Le refus de Wade de participer au dialogue politique initié par le président Macky Sall aurait foutu la « merde » au Parti Démocratique Sénégalais (PDS).

Tout à fait partant dans le cadre du Front démocratique et social de résistance nationale (Frn), le président Wade fait volte-face au dernier moment. Il rejette catégoriquement le dialogue politique.

Le dialogue politique

Au lendemain de la présidentielle, Macky Sall réélu au 1er tour lance un appel au dialogue social et politique pour « évaluer la présidentielle », « discuter du fichier électoral » et d’un possible report des élections locales prévues en décembre prochain.

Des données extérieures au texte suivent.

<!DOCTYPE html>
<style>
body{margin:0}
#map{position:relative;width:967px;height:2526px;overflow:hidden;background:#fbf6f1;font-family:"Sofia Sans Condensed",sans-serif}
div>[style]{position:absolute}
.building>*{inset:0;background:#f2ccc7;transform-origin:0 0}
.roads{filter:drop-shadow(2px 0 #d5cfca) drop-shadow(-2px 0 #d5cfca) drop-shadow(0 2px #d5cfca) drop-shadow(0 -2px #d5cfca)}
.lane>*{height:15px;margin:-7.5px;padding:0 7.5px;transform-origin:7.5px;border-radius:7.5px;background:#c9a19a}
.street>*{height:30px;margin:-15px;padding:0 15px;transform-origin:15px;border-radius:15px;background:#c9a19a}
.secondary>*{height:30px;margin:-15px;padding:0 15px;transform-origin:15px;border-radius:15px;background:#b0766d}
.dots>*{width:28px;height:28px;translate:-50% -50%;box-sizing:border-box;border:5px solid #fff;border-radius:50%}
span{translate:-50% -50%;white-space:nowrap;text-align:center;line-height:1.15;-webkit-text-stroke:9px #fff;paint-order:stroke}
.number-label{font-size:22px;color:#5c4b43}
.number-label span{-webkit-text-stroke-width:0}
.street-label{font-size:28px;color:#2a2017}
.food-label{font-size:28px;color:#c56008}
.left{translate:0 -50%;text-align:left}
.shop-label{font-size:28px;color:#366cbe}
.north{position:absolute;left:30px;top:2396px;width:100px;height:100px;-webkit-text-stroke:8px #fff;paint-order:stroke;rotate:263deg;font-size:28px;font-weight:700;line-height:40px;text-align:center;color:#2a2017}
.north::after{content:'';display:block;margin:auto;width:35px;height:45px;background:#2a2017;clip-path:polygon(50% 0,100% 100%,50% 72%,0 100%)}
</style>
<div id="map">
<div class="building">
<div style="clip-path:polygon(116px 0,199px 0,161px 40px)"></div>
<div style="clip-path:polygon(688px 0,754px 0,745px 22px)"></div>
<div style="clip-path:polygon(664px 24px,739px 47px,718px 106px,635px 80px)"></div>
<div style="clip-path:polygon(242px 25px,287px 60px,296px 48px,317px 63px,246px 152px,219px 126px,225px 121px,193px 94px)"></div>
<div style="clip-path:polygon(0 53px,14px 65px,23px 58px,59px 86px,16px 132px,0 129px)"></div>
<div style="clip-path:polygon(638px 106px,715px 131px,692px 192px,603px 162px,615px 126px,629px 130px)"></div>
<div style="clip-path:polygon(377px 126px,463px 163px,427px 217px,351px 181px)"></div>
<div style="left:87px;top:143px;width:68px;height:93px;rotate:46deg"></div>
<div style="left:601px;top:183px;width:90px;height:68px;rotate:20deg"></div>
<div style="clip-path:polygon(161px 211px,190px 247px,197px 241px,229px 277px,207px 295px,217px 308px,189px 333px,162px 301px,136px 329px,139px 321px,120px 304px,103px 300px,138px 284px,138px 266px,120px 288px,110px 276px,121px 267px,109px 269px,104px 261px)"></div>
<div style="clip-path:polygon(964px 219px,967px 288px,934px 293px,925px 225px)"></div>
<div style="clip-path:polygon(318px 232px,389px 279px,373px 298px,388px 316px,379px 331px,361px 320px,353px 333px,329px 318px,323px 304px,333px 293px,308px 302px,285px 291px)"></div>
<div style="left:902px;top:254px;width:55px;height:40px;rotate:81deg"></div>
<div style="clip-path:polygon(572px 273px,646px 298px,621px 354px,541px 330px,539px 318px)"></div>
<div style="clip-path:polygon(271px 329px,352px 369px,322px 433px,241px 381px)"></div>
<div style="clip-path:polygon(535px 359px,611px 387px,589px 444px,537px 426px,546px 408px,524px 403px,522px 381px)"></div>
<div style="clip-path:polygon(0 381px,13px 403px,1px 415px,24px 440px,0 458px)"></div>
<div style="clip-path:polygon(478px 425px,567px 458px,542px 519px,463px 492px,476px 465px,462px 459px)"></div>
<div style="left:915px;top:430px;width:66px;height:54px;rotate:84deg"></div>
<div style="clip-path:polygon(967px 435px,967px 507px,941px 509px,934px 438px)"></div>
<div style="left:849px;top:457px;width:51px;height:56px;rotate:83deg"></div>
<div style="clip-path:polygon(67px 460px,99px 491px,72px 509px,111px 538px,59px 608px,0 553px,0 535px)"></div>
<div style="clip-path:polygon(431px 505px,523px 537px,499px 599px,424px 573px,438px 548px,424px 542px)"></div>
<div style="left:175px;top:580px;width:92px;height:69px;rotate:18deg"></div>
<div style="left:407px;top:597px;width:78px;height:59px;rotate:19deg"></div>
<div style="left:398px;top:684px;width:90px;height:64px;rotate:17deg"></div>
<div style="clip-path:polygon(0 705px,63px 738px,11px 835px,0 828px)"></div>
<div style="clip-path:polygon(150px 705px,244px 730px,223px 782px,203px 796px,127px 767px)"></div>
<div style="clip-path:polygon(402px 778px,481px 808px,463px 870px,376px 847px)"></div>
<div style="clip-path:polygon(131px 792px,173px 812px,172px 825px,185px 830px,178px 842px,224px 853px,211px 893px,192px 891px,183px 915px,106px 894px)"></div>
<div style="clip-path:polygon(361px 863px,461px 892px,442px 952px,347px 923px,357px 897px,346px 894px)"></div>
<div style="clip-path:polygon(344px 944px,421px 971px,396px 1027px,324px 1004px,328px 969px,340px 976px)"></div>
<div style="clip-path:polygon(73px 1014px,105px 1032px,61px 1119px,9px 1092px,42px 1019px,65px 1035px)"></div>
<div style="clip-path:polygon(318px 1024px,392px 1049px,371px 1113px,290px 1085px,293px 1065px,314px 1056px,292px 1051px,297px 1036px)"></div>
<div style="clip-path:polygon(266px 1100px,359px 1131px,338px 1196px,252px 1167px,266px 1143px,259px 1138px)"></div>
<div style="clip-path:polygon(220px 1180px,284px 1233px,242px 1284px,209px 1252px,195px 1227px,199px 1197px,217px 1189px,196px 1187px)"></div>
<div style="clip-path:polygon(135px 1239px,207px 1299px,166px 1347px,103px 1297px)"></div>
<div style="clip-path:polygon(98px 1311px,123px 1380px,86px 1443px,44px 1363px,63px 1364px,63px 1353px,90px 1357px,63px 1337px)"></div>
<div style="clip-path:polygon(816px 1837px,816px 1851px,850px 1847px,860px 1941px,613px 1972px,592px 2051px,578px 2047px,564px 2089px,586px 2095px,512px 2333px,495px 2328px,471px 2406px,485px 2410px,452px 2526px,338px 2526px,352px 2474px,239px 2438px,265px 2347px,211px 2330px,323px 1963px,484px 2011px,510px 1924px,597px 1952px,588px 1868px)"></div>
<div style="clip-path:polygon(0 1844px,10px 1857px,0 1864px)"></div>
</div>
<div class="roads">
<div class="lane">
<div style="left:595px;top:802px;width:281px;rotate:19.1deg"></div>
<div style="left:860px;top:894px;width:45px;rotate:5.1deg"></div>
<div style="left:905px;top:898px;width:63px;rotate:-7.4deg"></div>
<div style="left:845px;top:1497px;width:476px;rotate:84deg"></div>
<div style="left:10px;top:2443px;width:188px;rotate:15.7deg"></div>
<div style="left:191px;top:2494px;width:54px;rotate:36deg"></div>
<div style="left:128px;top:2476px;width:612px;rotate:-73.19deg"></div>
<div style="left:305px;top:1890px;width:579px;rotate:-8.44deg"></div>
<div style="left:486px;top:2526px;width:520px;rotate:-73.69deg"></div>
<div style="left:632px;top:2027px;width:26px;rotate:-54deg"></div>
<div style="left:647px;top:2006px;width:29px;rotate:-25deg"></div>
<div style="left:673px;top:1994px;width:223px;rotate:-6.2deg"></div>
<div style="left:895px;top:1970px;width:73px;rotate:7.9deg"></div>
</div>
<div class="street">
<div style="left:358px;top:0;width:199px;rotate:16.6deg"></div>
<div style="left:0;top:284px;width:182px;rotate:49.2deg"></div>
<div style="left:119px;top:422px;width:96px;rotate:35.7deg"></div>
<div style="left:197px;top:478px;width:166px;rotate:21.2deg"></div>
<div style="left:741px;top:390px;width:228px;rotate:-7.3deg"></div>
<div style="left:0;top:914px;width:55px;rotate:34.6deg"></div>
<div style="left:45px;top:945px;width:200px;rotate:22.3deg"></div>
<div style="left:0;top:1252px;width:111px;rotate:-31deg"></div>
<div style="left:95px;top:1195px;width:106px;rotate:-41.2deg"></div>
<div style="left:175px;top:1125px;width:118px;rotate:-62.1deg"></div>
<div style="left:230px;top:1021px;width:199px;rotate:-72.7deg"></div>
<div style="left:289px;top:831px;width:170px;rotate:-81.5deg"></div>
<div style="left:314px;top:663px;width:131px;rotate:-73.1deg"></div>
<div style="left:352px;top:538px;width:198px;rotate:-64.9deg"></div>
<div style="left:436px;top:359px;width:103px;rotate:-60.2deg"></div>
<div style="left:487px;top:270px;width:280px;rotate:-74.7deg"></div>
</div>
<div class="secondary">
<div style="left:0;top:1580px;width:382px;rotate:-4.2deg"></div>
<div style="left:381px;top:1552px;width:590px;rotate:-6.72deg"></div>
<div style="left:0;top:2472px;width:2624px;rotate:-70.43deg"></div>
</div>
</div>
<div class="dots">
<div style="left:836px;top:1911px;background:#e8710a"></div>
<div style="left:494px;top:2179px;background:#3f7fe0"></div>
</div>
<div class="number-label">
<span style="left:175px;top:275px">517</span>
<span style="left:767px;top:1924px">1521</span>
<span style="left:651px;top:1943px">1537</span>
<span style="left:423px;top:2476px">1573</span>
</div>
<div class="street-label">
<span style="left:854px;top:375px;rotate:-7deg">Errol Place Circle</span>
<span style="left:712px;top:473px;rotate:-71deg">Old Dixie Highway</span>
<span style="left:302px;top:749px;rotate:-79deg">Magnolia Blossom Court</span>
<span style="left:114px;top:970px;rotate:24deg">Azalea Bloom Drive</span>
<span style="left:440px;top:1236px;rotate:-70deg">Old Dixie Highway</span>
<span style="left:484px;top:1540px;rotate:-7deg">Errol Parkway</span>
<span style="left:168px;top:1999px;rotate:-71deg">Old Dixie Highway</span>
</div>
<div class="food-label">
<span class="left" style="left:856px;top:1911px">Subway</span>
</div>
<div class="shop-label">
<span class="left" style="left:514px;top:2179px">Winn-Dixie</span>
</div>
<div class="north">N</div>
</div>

Le PDS, le FRN et le Dialogue politique

Le dimanche 14 avril, El Hadj Amadou Sall, le porte-parole du PDS et chargé du pôle communication dudit parti, annonce dans l’émission Grand Jury sur la Rfm, que les libéraux sont prêts à se mettre à la même table que Macky dans le cadre du FRN.

Les 4 mousquetaires de la présidentielle Idrissa Seck, Ousmane Sonko, Issa Sall et Madické Niang de leur côté, ne disent pas non au Dialogue politique de Macky et se conforment aussi à la proposition du Front démocratique et social de résistance nationale (Frn).

Les conditions du FRN

Le Front démocratique et social de résistance nationale (Frn) se dit prêt à dialoguer sans la supervision du  ministre de l’Intérieur et propose la mise en place d’une commission paritaire indépendante des formations politiques, dirigée par des personnalités indépendantes choisies d’un commun accord.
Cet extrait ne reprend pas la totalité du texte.